NM : Sur ce point, je dirais qu’il y a plusieurs critères. Peut-être le premier critère pour les cabinets de conseil, c’est de regarder l’évolutivité du système. C’est-à-dire quand on va comparer différents éditeurs, est-ce que le système est évolutif ? Est-ce qu’on pourra passer facilement d’un LLM à un autre LLM ? Est-ce qu’on va pouvoir aussi peut-être faire un hébergement dans du cloud public, du cloud privé ? C’est vraiment un point clé parce que ça va permettre aux clients que les consultants accompagnent de pouvoir bouger avec ce rythme de l’IA qui va très vite.
Le deuxième, c’est de regarder évidemment la solution : quels sont les cas d’usage couverts, mais de comprendre aussi au-delà de l’outil la méthodologie de projet et l’accompagnement. Et puis peut-être le dernier critère, c’est la partie business model. Ça peut être intéressant d’avoir un business model qui soit évolutif en fonction des consommations, d’avoir quelque chose qui est assez transparent en terme de business model pour bien le comprendre parce qu’il y a quand même beaucoup de variables et de paramètres.

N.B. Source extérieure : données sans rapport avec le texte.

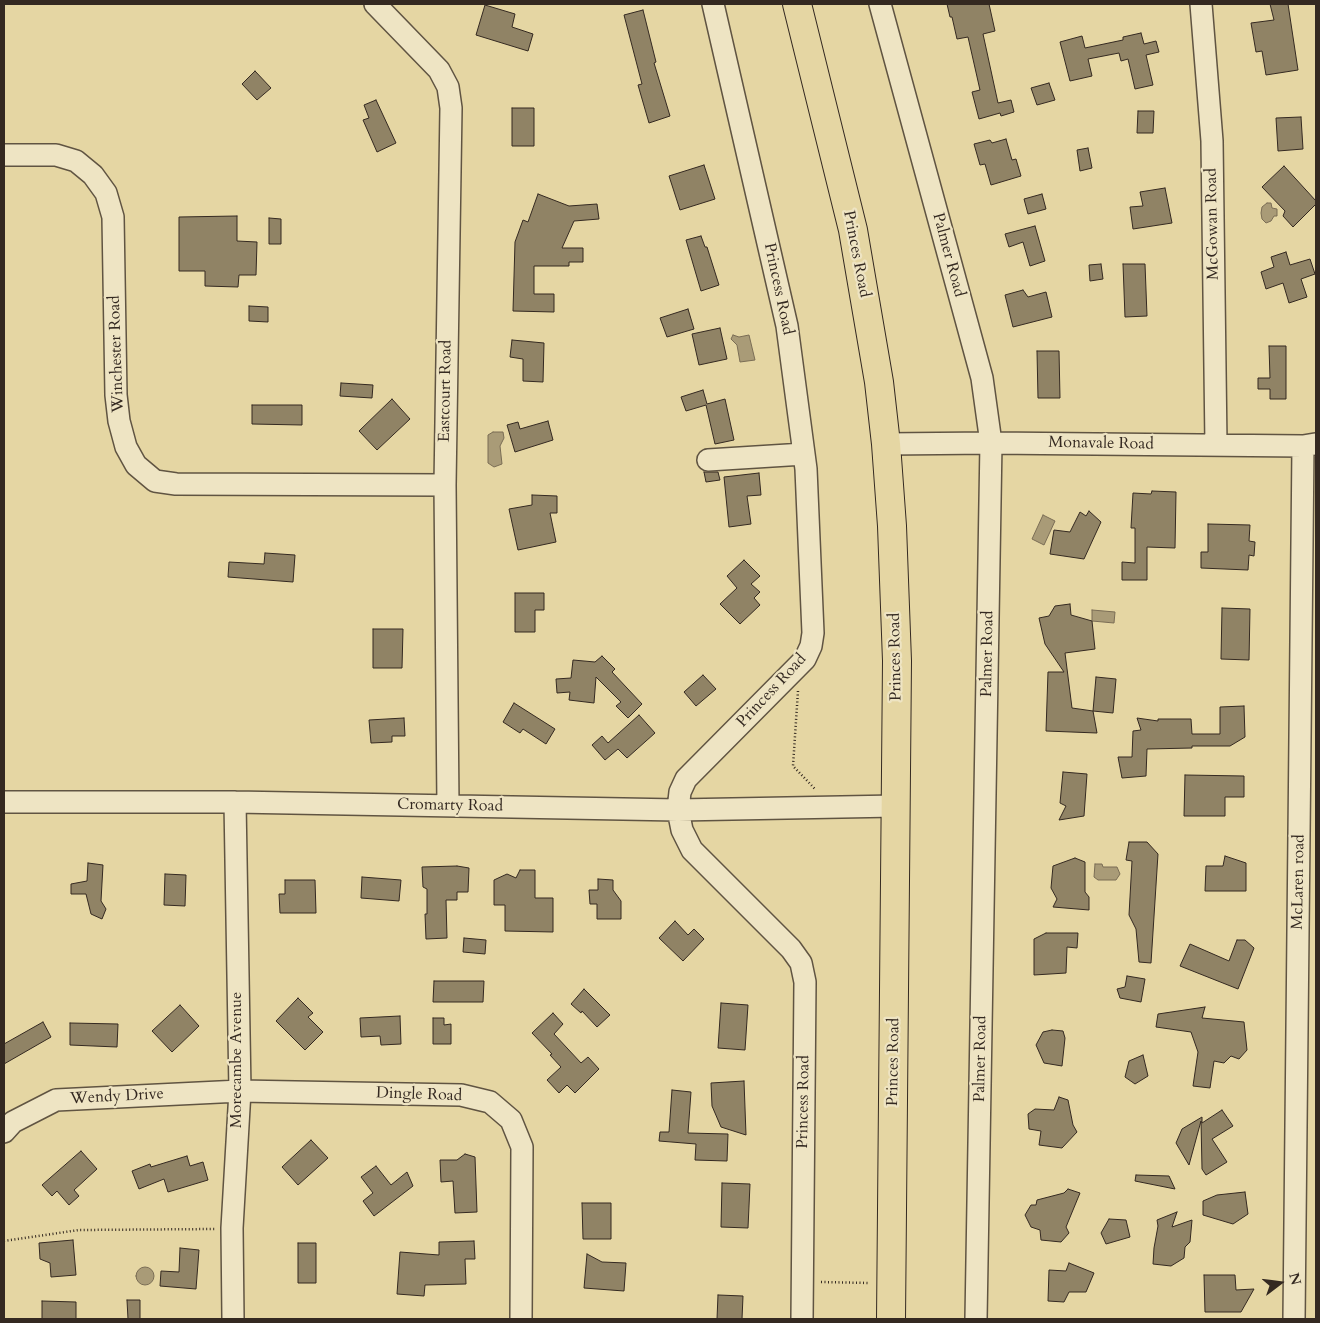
<!DOCTYPE html>
<html>
<head>
<meta charset="utf-8">
<style>
	body { margin:0 }
	#map { position:relative; width:1320px; height:1323px; overflow:hidden; background:#e5d6a3; font-family:Cardo,serif }
	canvas { display:block }
	.frame { position:absolute; inset:0; border:5px solid #342921; pointer-events:none }
	.north { position:absolute; left:1255px; top:1258px; width:50px; height:50px; -webkit-text-stroke:4px #eee4c3; paint-order:stroke; rotate:75deg; font-size:14px; font-weight:700; line-height:20px; text-align:center; color:#342921 }
	.north::after { content:''; display:block; margin:auto; width:18px; height:22px; background:#342921; clip-path:polygon(50% 0,100% 100%,50% 72%,0 100%) }
</style>
</head>
<body>
<div id="map">
<canvas width="1320" height="1323"></canvas>
<div class="frame"></div>
<div class="north">N</div>
</div>
<script>
const ctx = document.querySelector('canvas').getContext('2d');
ctx.lineJoin = 'round';
function fillPath(path, color) { ctx.fillStyle = color; ctx.fill(path, 'evenodd'); }
const toPath = rows => new Path2D(rows.map(r => 'M' + r).join(''));
function trace(path, color, width, dash) { ctx.strokeStyle = color; ctx.lineWidth = width; ctx.lineCap = dash ? 'butt' : 'round'; ctx.setLineDash(dash || []); ctx.stroke(path); }
function drawText(font, color, halo, rows, align = 'center') {
  ctx.font = font + ' Cardo,serif'; ctx.lineWidth = 4.5; ctx.setLineDash([]); ctx.textBaseline = 'middle'; ctx.strokeStyle = halo; ctx.fillStyle = color; for (const [text, x, y, turn = 0] of rows) {
    ctx.save(); ctx.translate(x, y); ctx.rotate((+turn || 0) * Math.PI / 180); ctx.textAlign = isNaN(turn) ? turn : align; if (halo) ctx.strokeText(text, 0, 0); ctx.fillText(text, 0, 0); ctx.restore();
  }
}
const water = toPath([
	[1267,203,1271,203,1272,208,1277,209,1277,216,1274,216,1271,221,1266,223,1262,219,1261,213,1262,207,1267,203],
	[733,335,739,337,749,335,755,360,740,362,737,345,731,339,733,335],
	[493,432,503,432,504,438,500,446,502,464,494,467,488,463,488,435,493,432],
	[1043,515,1055,521,1044,545,1032,539,1043,515],
	[1092,610,1115,612,1114,623,1092,621,1092,610],
	[1095,864,1102,864,1103,867,1117,867,1120,874,1116,880,1098,880,1094,877,1095,864],
	'136 1276a9 9 0 1 1 18 0a9 9 0 1 1-18 0Z'
]);
fillPath(water, '#a99b77');
trace(water, '#7a6d55', 1);
const building = toPath([
	[947,4,989,4,995,31,983,34,998,103,1011,100,1014,112,1001,116,1000,113,979,119,972,92,980,90,968,37,957,39,952,17,950,17,947,4],
	[1270,4,1288,4,1298,70,1266,75,1262,51,1256,52,1251,23,1274,20,1270,4],
	[485,5,515,14,512,27,533,34,528,51,476,35,485,5],
	[643,10,656,62,654,63,670,116,649,123,638,85,642,84,624,15,643,10],
	[1141,33,1144,44,1156,41,1159,52,1146,55,1153,85,1135,89,1128,59,1121,61,1119,53,1088,59,1092,76,1070,81,1060,42,1082,36,1085,48,1123,40,1123,37,1141,33],
	[255,71,271,88,257,100,242,84,255,71],
	[1049,83,1055,100,1037,105,1031,88,1049,83],
	[376,100,396,143,377,152,363,120,369,118,364,105,376,100],
	[512,108,534,108,534,146,512,146,512,108],
	[1138,111,1154,111,1153,133,1137,133,1138,111],
	[1301,117,1303,149,1278,151,1276,118,1301,117],
	[1006,139,1012,160,1016,159,1021,176,991,185,985,164,980,165,974,144,990,140,992,143,1006,139],
	[1088,148,1092,168,1080,171,1077,150,1088,148],
	[704,165,715,199,680,210,669,176,704,165],
	[1284,166,1316,201,1316,204,1293,227,1283,216,1285,211,1262,187,1284,166],
	[1165,188,1172,223,1133,229,1130,207,1143,206,1140,192,1165,188],
	[538,194,569,206,597,204,599,219,574,221,562,248,583,248,583,262,569,262,569,266,534,266,534,294,554,294,554,312,513,311,515,242,523,220,528,222,538,194],
	[1042,194,1046,209,1028,214,1024,199,1042,194],
	[237,216,237,241,257,242,256,275,239,275,238,287,205,286,205,271,179,271,179,217,237,216],
	[269,218,281,219,281,244,269,244,269,218],
	[1035,226,1045,261,1030,266,1023,242,1009,247,1005,234,1035,226],
	[701,236,705,247,707,247,719,285,701,291,686,240,701,236],
	[1286,252,1290,265,1310,259,1315,274,1301,279,1307,297,1289,303,1283,283,1266,289,1261,272,1274,267,1271,257,1286,252],
	[1101,264,1103,279,1090,281,1089,265,1101,264],
	[1123,264,1145,264,1147,316,1125,317,1123,264],
	[1023,290,1028,297,1046,292,1052,317,1013,327,1005,295,1023,290],
	[249,306,268,307,268,322,249,321,249,306],
	[688,309,694,329,667,337,660,318,688,309],
	[720,328,727,359,699,365,692,334,720,328],
	[512,340,544,343,543,382,523,381,523,359,510,357,512,340],
	[1269,346,1286,346,1286,399,1270,399,1270,389,1258,389,1258,378,1270,378,1269,346],
	[1037,351,1059,351,1060,398,1038,398,1037,351],
	[341,383,373,385,372,398,340,396,341,383],
	[703,390,707,404,725,399,734,440,715,444,706,405,686,411,681,397,703,390],
	[392,399,410,419,377,450,359,431,392,399],
	[252,405,302,405,302,425,252,424,252,405],
	[548,421,553,440,515,452,507,425,518,422,520,429,548,421],
	[704,472,718,472,720,480,706,482,704,472],
	[759,473,761,495,747,496,751,524,729,527,724,477,759,473],
	[1152,491,1176,492,1175,548,1147,547,1147,580,1122,580,1122,562,1135,563,1135,528,1131,528,1133,493,1151,494,1152,491],
	[532,495,557,496,557,513,550,513,556,542,518,550,509,509,532,505,532,495],
	[1089,511,1101,522,1084,559,1050,554,1054,530,1070,532,1080,512,1086,516,1089,511],
	[1208,524,1250,525,1249,541,1255,542,1254,556,1249,555,1248,570,1201,568,1201,552,1208,552,1208,524],
	[265,553,295,555,293,582,228,577,229,562,264,564,265,553],
	[744,560,760,576,751,584,760,592,754,598,760,605,740,624,720,604,737,588,727,576,744,560],
	[515,593,544,593,544,610,535,610,535,632,515,632,515,593],
	[1070,604,1071,615,1092,621,1095,649,1065,653,1072,708,1093,711,1097,733,1046,731,1048,672,1064,672,1045,644,1039,618,1049,616,1055,606,1070,604],
	[1222,608,1250,609,1249,660,1221,659,1222,608],
	[373,629,403,629,402,668,373,668,373,629],
	[602,656,615,669,612,672,642,704,628,718,616,706,621,702,596,677,594,703,569,700,570,692,557,693,556,679,571,678,573,660,595,662,602,656],
	[703,675,716,689,696,706,684,692,703,675],
	[1096,677,1116,679,1113,713,1093,711,1096,677],
	[514,703,555,729,546,744,523,729,520,733,503,722,514,703],
	[1244,706,1245,737,1230,746,1192,746,1192,748,1147,749,1146,776,1122,778,1118,757,1132,757,1133,731,1141,730,1137,718,1158,721,1158,719,1191,719,1192,734,1220,734,1220,707,1244,706],
	[639,715,655,733,627,758,618,749,605,760,592,745,602,736,608,743,639,715],
	[404,718,405,736,392,736,392,742,371,743,369,720,404,718],
	[1063,772,1087,774,1084,816,1059,820,1066,806,1060,803,1063,772],
	[1185,775,1244,776,1244,797,1225,797,1225,816,1184,816,1185,775],
	[1129,842,1147,842,1158,854,1151,963,1139,962,1136,929,1129,915,1132,861,1126,860,1129,842],
	[1225,856,1246,863,1246,891,1205,891,1206,866,1223,866,1225,856],
	[1075,858,1085,862,1085,892,1089,897,1089,910,1053,907,1057,899,1051,888,1053,866,1075,858],
	[88,863,103,865,101,901,106,909,102,919,91,914,86,894,71,894,71,884,87,881,88,863],
	[457,866,469,868,468,892,457,892,457,900,446,900,447,938,426,939,425,914,427,914,427,889,423,887,422,867,457,866],
	[520,870,535,870,535,898,553,898,553,932,505,931,505,905,494,905,494,880,507,874,516,878,520,870],
	[165,874,186,875,185,906,164,905,165,874],
	[362,877,401,880,399,901,361,898,362,877],
	[598,879,613,880,613,890,621,901,621,919,597,919,597,904,590,904,589,890,598,890,598,879],
	[285,880,315,880,316,913,280,913,279,894,285,894,285,880],
	[675,921,688,935,694,929,704,939,683,961,659,938,675,921],
	[1046,933,1078,933,1077,948,1067,947,1066,973,1034,975,1034,939,1046,933],
	[464,938,486,940,485,954,463,952,464,938],
	[1237,940,1245,940,1254,948,1238,989,1180,966,1190,944,1229,961,1237,940],
	[1127,976,1145,979,1141,1002,1120,998,1117,989,1125,987,1127,976],
	[434,981,484,981,483,1002,433,1002,434,981],
	[584,989,610,1015,597,1027,582,1011,581,1013,571,1004,584,989],
	[298,998,313,1013,308,1017,323,1032,305,1050,276,1021,298,998],
	[721,1003,748,1005,745,1050,718,1048,721,1003],
	[180,1005,199,1026,172,1052,152,1031,180,1005],
	[1205,1007,1202,1018,1244,1022,1247,1050,1239,1059,1231,1056,1224,1063,1214,1061,1210,1088,1193,1086,1198,1052,1191,1032,1156,1027,1158,1014,1205,1007],
	[553,1013,563,1024,554,1034,581,1063,588,1057,599,1069,575,1093,567,1085,559,1093,547,1080,561,1067,550,1055,552,1054,532,1033,553,1013],
	[400,1016,401,1044,381,1045,380,1036,361,1037,360,1018,400,1016],
	[433,1018,444,1018,444,1025,451,1024,451,1044,433,1044,433,1018],
	[43,1022,51,1037,4,1064,4,1044,43,1022],
	[70,1023,118,1024,117,1047,70,1045,70,1023],
	[1052,1030,1063,1031,1065,1038,1062,1066,1044,1063,1036,1045,1043,1032,1052,1030],
	[1143,1055,1148,1076,1135,1084,1125,1077,1129,1061,1143,1055],
	[744,1081,746,1135,721,1127,712,1106,711,1083,744,1081],
	[672,1090,691,1092,688,1133,728,1134,727,1161,695,1160,696,1144,659,1141,660,1132,669,1132,672,1090],
	[1059,1097,1068,1100,1073,1125,1077,1132,1062,1148,1039,1145,1041,1131,1029,1129,1028,1114,1035,1109,1054,1110,1059,1097],
	[1222,1110,1233,1126,1212,1139,1227,1162,1206,1175,1202,1169,1201,1121,1189,1165,1176,1143,1182,1129,1202,1117,1202,1123,1222,1110],
	[311,1140,328,1158,298,1185,282,1167,311,1140],
	[81,1151,97,1169,74,1190,79,1196,69,1205,57,1191,52,1196,42,1185,81,1151],
	[465,1154,475,1157,477,1212,455,1213,453,1181,441,1182,440,1160,457,1160,465,1154],
	[187,1156,190,1166,203,1162,208,1180,168,1192,164,1179,139,1189,132,1171,150,1164,151,1167,187,1156],
	[376,1166,391,1185,407,1172,413,1186,374,1216,363,1201,373,1193,361,1177,376,1166],
	[1136,1175,1169,1176,1175,1189,1135,1181,1136,1175],
	[722,1183,750,1184,748,1228,721,1227,722,1183],
	[1068,1189,1080,1193,1066,1227,1069,1233,1061,1242,1041,1240,1040,1230,1031,1227,1025,1215,1031,1205,1036,1205,1037,1200,1064,1193,1068,1189],
	[1245,1192,1248,1214,1233,1224,1203,1215,1203,1201,1217,1195,1245,1192],
	[582,1203,611,1203,611,1239,583,1239,582,1203],
	[1177,1212,1172,1227,1192,1220,1190,1242,1185,1247,1184,1258,1171,1266,1153,1264,1154,1248,1158,1226,1157,1220,1177,1212],
	[1109,1219,1126,1220,1130,1237,1106,1244,1101,1233,1109,1219],
	[73,1240,76,1275,51,1277,50,1263,40,1259,39,1243,73,1240],
	[474,1241,475,1259,465,1259,466,1284,425,1285,424,1296,397,1294,400,1252,439,1255,439,1242,474,1241],
	[298,1243,316,1243,316,1283,298,1283,298,1243],
	[180,1248,199,1250,196,1289,160,1286,161,1271,179,1272,180,1248],
	[587,1254,602,1262,626,1263,624,1291,584,1288,587,1254],
	[1069,1263,1094,1273,1086,1292,1069,1292,1064,1302,1048,1301,1049,1270,1066,1271,1069,1263],
	[1204,1275,1235,1275,1236,1290,1254,1289,1241,1312,1205,1312,1204,1275],
	[718,1295,743,1296,742,1319,717,1319,718,1295],
	[127,1300,140,1300,140,1319,128,1319,127,1300],
	[42,1301,76,1302,76,1319,42,1319,42,1301]
]);
fillPath(building, '#908365');
trace(building, '#342921', 1);
const minor = toPath([
	[375,4,439,70,448,87,451,108,445,485,448,806],
	[713,4,787,326,806,469,813,633,811,646,805,659,686,779,680,792,678,810,682,830,692,850,791,949,801,963,805,982,802,1319],
	[880,4,982,378,991,443,976,1319],
	[1201,4,1212,141,1216,445],
	[4,155,56,155,76,161,93,175,106,193,113,217,116,395,119,421,126,447,136,465,155,481,176,484,445,485],
	[886,444,991,443,1303,446,1315,444],
	[708,460,804,454],
	[4,802,235,802,678,810,896,806],
	[4,1132,13,1122,56,1100,240,1091,461,1095,490,1102,511,1120,522,1147,521,1319],
	[233,1319,232,1228,240,1091,235,802],
	[1294,1319,1303,446]
]);
const major = toPath([
	[797,4,853,230,861,277,879,382,886,444,892,526,897,661,891,1319]
]);
trace(minor, '#605442', 24);
trace(major, '#342921', 30);
trace(toPath([
	[798,691,793,766,815,789],
	[4,1241,79,1230,215,1229],
	[821,1282,870,1283]
]), '#342921', 2.5, [1, 2.5]);
trace(minor, '#eee4c3', 21);
trace(major, '#e5d6a3', 28);
drawText('16px', '#342921', '#eee4c3', [
	["McGowan Road",1213,224,-91],
	["Princes Road",856,254,79],
	["Palmer Road",948,255,75],
	["Princess Road",778,289,78],
	["Winchester Road",117,354,-92],
	["Eastcourt Road",446,391,-89],
	["Monavale Road",1101,444,1],
	["Palmer Road",988,654,-89],
	["Princes Road",896,657,-91],
	["Princess Road",772,691,-47],
	["Cromarty Road",450,806,1],
	["McLaren road",1299,882,-89],
	["Palmer Road",981,1059,-89],
	["Morecambe Avenue",237,1060,-90],
	["Princes Road",894,1062,-89],
	["Dingle Road",419,1095,2],
	["Wendy Drive",117,1097,-3],
	["Princess Road",804,1102,-89]
]);
</script>
</body>
</html>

DL : Parfait. Écoute, merci beaucoup pour tous ces éléments de réflexion. En tout cas, on voit que le sujet est vaste et assez nouveau et en permanence remis sur la table, donc un travail de veille d’information permanente, c’est à ça aussi qu’HubTic essaie de s’atteler. Il me reste à te remercier vraiment vivement pour cet échange et le temps que tu y as consacré, et puis j’espère qu’on aura l’occasion de reparler de tout ça peut-être avec d’autres angles de vue, mais je suis sûr qu’on ne va pas s’ennuyer dans les semaines, les mois, les années qui viennent sur ces sujets-là. Un grand merci Nicolas.

NM : Merci Didier pour l’invitation.